LÉNA MONTALÉTANG, 30 ans, titulaire depuis 2002 de la pharmacie du petit village de Lignières-Sonneville, dans la grande champagne du cognac, au coeur de la Charente rurale, déplore le départ du médecin. « Cinquante pour cent de notre activité venait de ses prescriptions », s'inquiète-t-elle clairement.

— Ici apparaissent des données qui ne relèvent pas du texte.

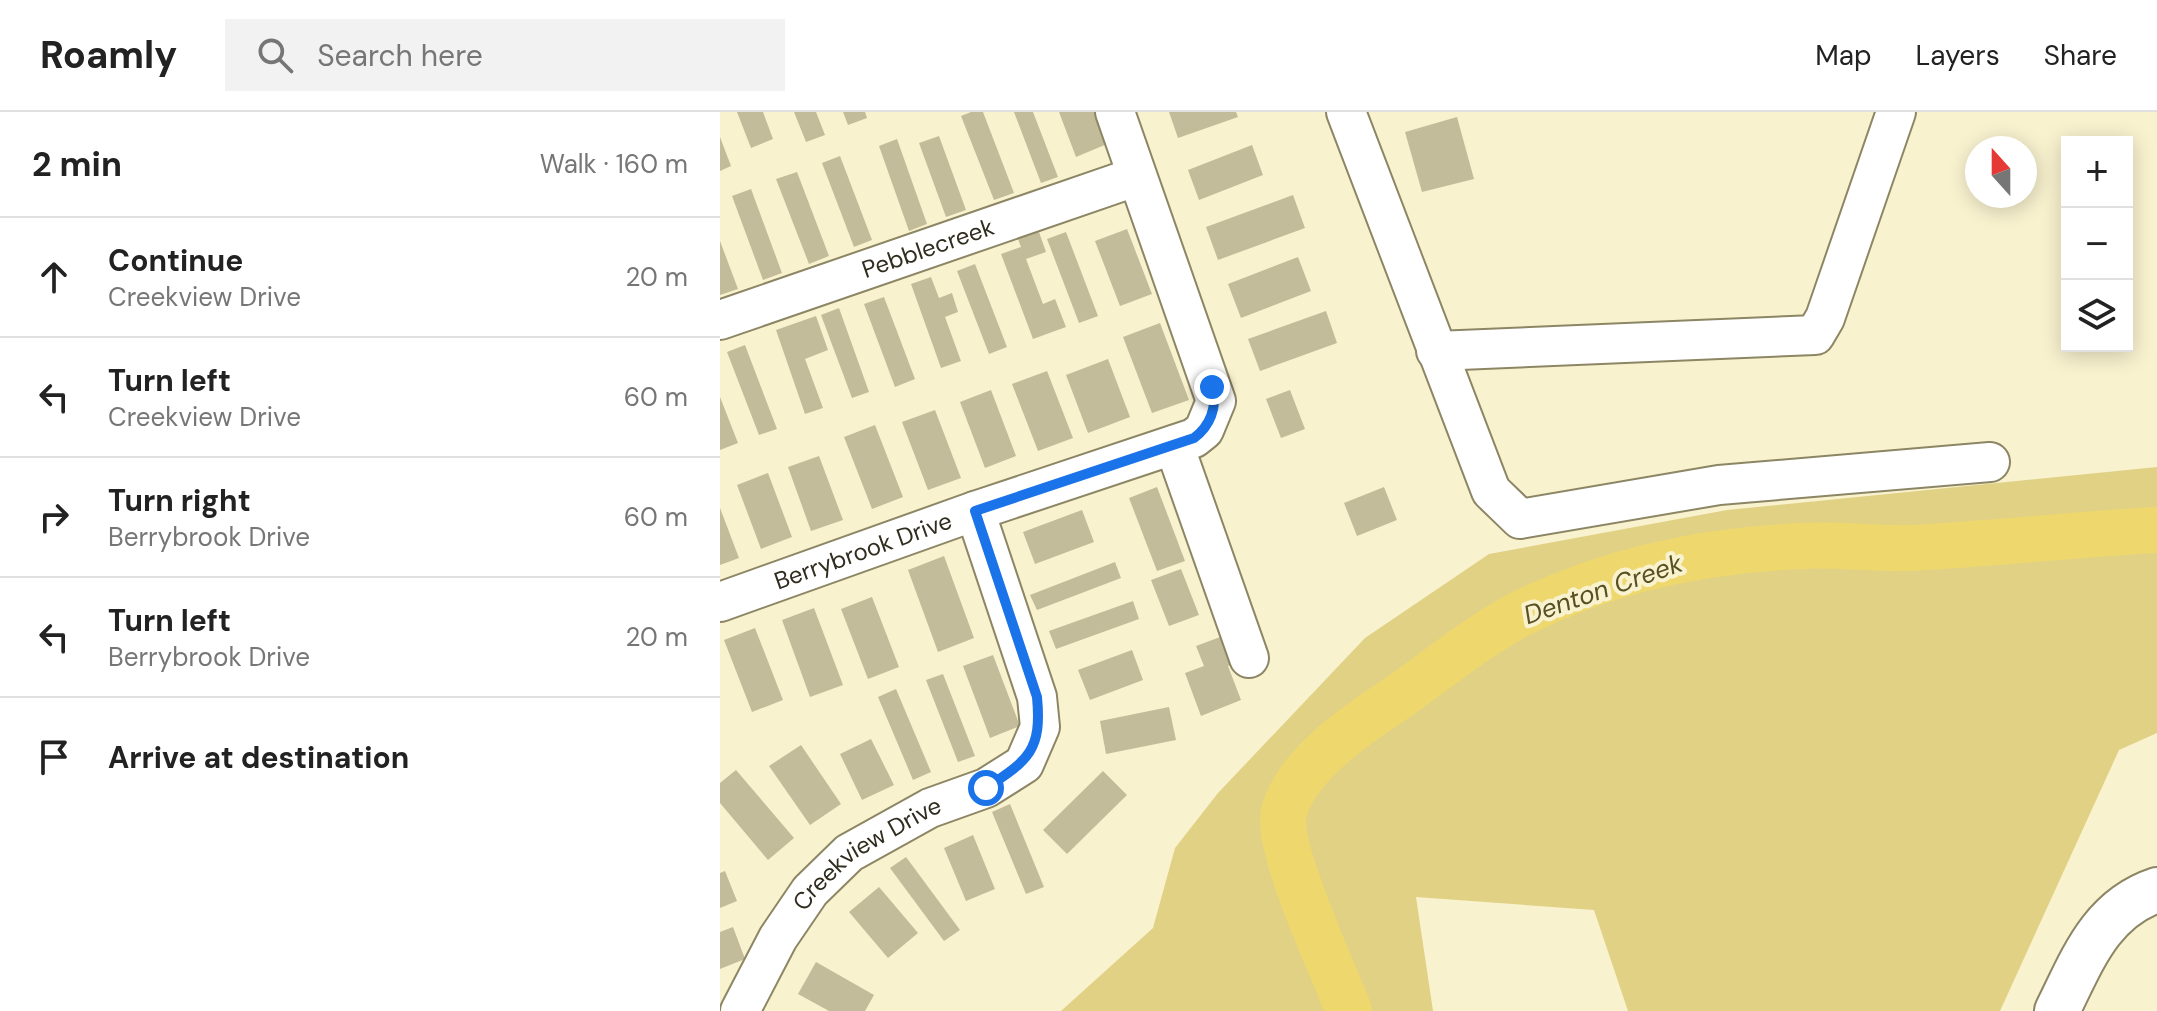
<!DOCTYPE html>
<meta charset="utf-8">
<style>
body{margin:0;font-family:"DM Sans",sans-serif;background:#f2f2f2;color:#222}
.controls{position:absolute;right:24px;top:24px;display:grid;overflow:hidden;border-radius:0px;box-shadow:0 4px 20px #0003}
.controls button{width:72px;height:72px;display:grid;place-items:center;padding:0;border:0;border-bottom:2px solid #e0e0e0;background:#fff;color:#222;font:40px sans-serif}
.compass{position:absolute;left:1245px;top:24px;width:72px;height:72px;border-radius:50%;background:#fff;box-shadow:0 4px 20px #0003;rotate:339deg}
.stop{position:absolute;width:24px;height:24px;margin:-18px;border:6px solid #1a73e8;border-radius:50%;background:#fff}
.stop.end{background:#1a73e8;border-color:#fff;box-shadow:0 2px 8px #0008}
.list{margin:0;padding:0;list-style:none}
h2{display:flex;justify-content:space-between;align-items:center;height:104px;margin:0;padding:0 32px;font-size:34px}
h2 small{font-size:26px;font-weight:400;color:#767676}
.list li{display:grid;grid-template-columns:52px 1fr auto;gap:24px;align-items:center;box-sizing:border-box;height:120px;padding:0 32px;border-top:2px solid #e0e0e0}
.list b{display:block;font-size:30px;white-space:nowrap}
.list p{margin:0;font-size:26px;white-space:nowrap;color:#767676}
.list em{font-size:26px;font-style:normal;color:#767676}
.icon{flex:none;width:44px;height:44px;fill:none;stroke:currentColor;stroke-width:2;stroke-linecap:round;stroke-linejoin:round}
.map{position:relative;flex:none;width:1437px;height:899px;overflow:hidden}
header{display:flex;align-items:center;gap:48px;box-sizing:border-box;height:112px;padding:0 40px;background:#fff;border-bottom:2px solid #e0e0e0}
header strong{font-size:38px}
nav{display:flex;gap:44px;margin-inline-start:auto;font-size:28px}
.search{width:560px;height:72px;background:#f2f2f2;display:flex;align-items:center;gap:20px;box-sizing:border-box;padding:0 28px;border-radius:0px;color:#767676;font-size:30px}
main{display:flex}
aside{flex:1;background:#fff}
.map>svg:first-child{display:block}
</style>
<header>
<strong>Roamly</strong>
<div class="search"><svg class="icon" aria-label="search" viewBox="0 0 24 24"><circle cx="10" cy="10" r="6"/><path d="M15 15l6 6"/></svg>Search here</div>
<nav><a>Map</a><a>Layers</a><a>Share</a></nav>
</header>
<main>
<aside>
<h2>2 min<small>Walk · 160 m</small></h2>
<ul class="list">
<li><svg class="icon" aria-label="ahead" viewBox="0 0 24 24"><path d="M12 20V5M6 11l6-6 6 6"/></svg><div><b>Continue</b><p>Creekview Drive</p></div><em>20 m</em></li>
<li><svg class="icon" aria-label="left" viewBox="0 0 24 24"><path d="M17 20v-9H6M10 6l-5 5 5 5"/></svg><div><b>Turn left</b><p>Creekview Drive</p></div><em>60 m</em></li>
<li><svg class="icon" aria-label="right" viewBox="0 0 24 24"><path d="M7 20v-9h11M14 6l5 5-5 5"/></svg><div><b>Turn right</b><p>Berrybrook Drive</p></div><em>60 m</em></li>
<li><svg class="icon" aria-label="left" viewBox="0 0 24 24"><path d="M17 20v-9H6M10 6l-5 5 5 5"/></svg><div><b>Turn left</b><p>Berrybrook Drive</p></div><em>20 m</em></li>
<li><svg class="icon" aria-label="arrive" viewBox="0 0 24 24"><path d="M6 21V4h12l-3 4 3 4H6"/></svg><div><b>Arrive at destination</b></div></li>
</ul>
</aside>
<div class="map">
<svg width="1437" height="899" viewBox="0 0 1437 899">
<rect width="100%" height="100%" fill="#f9f2cf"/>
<path fill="#e1d184" d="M1437 355V621L1399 638 1280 899H908L874 798 696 785 713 899H341L433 816 455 736 498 681 645 526 769 442 1007 398Z"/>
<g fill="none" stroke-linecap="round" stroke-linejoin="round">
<path stroke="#eed86e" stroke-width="46" d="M629 899C614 859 555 736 564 700 576 653 639 611 677 586 717 558 758 524 802 501 888 458 986 438 1082 434 1118 432 1154 437 1190 436 1273 432 1355 422 1437 418"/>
</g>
<g fill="#c3bc9a">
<path d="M17 0H43L53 27 31 36Z"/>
<path d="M74 0H96L105 23 86 30Z"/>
<path d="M123 0H145L147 6 128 13Z"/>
<path d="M251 0H263L294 81 274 88 241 4Z"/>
<path d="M294 0H313L338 65 321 71Z"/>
<path d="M339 0H375L387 32 356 45Z"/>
<path d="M449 0H516L518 5 458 26Z"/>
<path d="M737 5 754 67 702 80 685 20Z"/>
<path d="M219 24 246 98 226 105 199 31Z"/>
<path d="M0 25 11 54 0 59Z"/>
<path d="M177 27 207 112 189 119 159 34Z"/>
<path d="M532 33 543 63 479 88 468 58Z"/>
<path d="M120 44 152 128 134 135 102 51Z"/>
<path d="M77 60 109 144 89 152 56 67Z"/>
<path d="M31 77 62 161 43 168 12 84Z"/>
<path d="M573 83 585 116 498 148 486 115Z"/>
<path d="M407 117 432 182 400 194 375 129Z"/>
<path d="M319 120 326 140 306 147 323 192 335 187 346 215 313 227 281 142 301 135 298 127Z"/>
<path d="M346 120 378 204 359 211 327 127Z"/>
<path d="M0 129 18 177 0 183Z"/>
<path d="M578 145 591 179 521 206 508 172Z"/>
<path d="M255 152 287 235 269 242 237 159Z"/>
<path d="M211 165 219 186 232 181 238 200 225 205 241 249 221 256 191 172Z"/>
<path d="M164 185 195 267 175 275 144 192Z"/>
<path d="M119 196 149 280 132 286 101 203Z"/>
<path d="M606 199 617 231 540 259 528 227Z"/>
<path d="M96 204 108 238 85 247 103 296 85 302 56 218Z"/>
<path d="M440 211 469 288 432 301 403 225Z"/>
<path d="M25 233 57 317 39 323 7 240Z"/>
<path d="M388 247 410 305 368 321 346 263Z"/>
<path d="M327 259 353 326 318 339 292 272Z"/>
<path d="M271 278 296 344 265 356 240 290Z"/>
<path d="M570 278 585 317 561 326 546 287Z"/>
<path d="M0 285 18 331 0 338Z"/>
<path d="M215 298 241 366 208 378 182 310Z"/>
<path d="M155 313 183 385 152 397 124 325Z"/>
<path d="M99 344 123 408 91 419 68 355Z"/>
<path d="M48 361 72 425 41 437 17 373Z"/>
<path d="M437 375 465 449 437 459 409 386Z"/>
<path d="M664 375 677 408 637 424 624 391Z"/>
<path d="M0 396 19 446 0 453Z"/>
<path d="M362 398 374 430 315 452 303 420Z"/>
<path d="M224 444 254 526 218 540 188 458Z"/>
<path d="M395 450 401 466 317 498 310 483Z"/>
<path d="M461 457 479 503 449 514 431 468Z"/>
<path d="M152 485 179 555 148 567 121 497Z"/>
<path d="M413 489 419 507 336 537 329 519Z"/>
<path d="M94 496 123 573 90 585 62 508Z"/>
<path d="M35 516 63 588 32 600 4 528Z"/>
<path d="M511 521 522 549 508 554 521 588 481 604 465 561 484 554 476 534Z"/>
<path d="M412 538 423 568 370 588 358 558Z"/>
<path d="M273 543 300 614 270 626 243 554Z"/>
<path d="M223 562 255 644 238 650 206 568Z"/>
<path d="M176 577 211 660 193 668 158 585Z"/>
<path d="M449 595 456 628 386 642 380 609Z"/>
<path d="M151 627 174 673 142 688 120 642Z"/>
<path d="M81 633 121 692 90 713 49 654Z"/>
<path d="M16 658 74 726 48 748 0 691V671Z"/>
<path d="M383 659 407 683 347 742 323 718Z"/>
<path d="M290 692 324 775 306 782 272 700Z"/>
<path d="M253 723 275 777 246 789 224 736Z"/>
<path d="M186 745 240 818 224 829 170 756Z"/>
<path d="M5 759 17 789 0 796V761Z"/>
<path d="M159 775 198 821 168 846 129 800Z"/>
<path d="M13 815 25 847 0 857V820Z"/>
<path d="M96 850 154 883 145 899H109L78 882Z"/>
</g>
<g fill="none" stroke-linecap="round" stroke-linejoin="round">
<defs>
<g id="minor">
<path d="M626 0 771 379 800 407 999 373 1270 350"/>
<path id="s1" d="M0 208 415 65"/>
<path d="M716 239 1095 223 1105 206 1176 0"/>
<path d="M454 333 529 546"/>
<path id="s2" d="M0 490 255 399 474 326 484 318 496 289 395 0"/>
<path id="s3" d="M20 899 58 826 90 779 129 741 210 696 266 676 304 652 320 615 317 585 255 399"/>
</g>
<path id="major" d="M1337 899C1362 849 1380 797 1437 778"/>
</defs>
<use href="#minor" stroke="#8d8665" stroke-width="42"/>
<use href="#major" stroke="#8d8665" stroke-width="48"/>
<use href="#minor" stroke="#fff" stroke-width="38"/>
<use href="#major" stroke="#fff" stroke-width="44"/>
</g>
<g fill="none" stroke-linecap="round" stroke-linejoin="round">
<path stroke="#1a73e8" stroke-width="10" d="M266 676C309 648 322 638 317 585L255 399 474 326C490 314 498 295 492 275"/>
</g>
<g text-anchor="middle" stroke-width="8" stroke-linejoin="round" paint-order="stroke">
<g font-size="24" fill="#302d1f" stroke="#f9f2cf">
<text dy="8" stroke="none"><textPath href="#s1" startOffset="220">Pebblecreek</textPath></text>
<text dy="8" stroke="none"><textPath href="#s2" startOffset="152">Berrybrook Drive</textPath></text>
<text dy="8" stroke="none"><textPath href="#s3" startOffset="208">Creekview Drive</textPath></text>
</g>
<g font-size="26" font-style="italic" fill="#584f23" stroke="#f9f2cf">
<text transform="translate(883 477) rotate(-19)" y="9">Denton Creek</text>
</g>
</g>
</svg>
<div class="controls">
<button>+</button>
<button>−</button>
<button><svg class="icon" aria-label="layers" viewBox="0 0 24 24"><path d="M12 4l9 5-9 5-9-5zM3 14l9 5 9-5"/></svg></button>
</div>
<svg class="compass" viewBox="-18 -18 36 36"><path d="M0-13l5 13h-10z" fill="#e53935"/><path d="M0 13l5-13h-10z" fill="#767676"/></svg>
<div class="stop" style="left:266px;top:676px"></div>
<div class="stop end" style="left:492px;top:275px"></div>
</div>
</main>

Le Dr Dominique Champon, 58 ans, quitte ses malades pour un autre poste, au grand dam des six cents habitants du bourg (en réalité, il y a 2 500 malades potentiels en comptant les hameaux environnants). « Nous sommes en milieu rural, explique Léna Montalétang , au sein d'une population composée de viticulteurs, d'agriculteurs, de retraités et de résidents travaillant à Angoulême. Le généraliste est donc le principal prescripteur local, à la base de notre clientèle. Sa disparition fait plus que nous pénaliser, elle nous fragilise économiquement. Mais, surtout, elle pose un problème de santé publique. » Aucun remplaçant n'apparaissant à l'horizon, la pharmacienne s'investit dans une recherche urgente (le Dr Champon fait ses valises au début mai), soutenue dans ses actions par la commune et bon nombre de ses concitoyens. Elle a donc passé de son propre chef des annonces dans différents médias, contacté la presse locale et alerté les pouvoirs publics.
Coup de pouce à l'installation.
Ces derniers l'ont écouté, puisque la municipalité propose un coup de pouce aux candidats à l'installation . « Le médecin, explique la pharmacienne, aura un local professionnel gratuit, une exonération de taxes professionnelles durant deux ans, un week-end de garde sur quatorze et seulement deux nuits par mois. Sa clientèle se compose des habitants de la commune, mais aussi des pensionnaires de la maison de retraite voisine et d'un foyer logement. J'ai donc contacté des amis à la fac de Poitiers, mais cela ne les intéresse pas : ils préfèrent les remplacements. » La jeune femme a donc cherché sur le Net, vers d'autres pays comme l'Espagne (un généraliste ibérique s'est installé à Marthon, autre commune charentaise, il y a deux ans. Il avait été débauché par la mairie qui était dans le même scénario d'urgence), hélas ! sans résultat, du moins pour l'instant. La démarche de la dernière chance sera celle des médias : la presse régionale s'est emparée de l'affaire et les journaux nationaux ont pris le relais.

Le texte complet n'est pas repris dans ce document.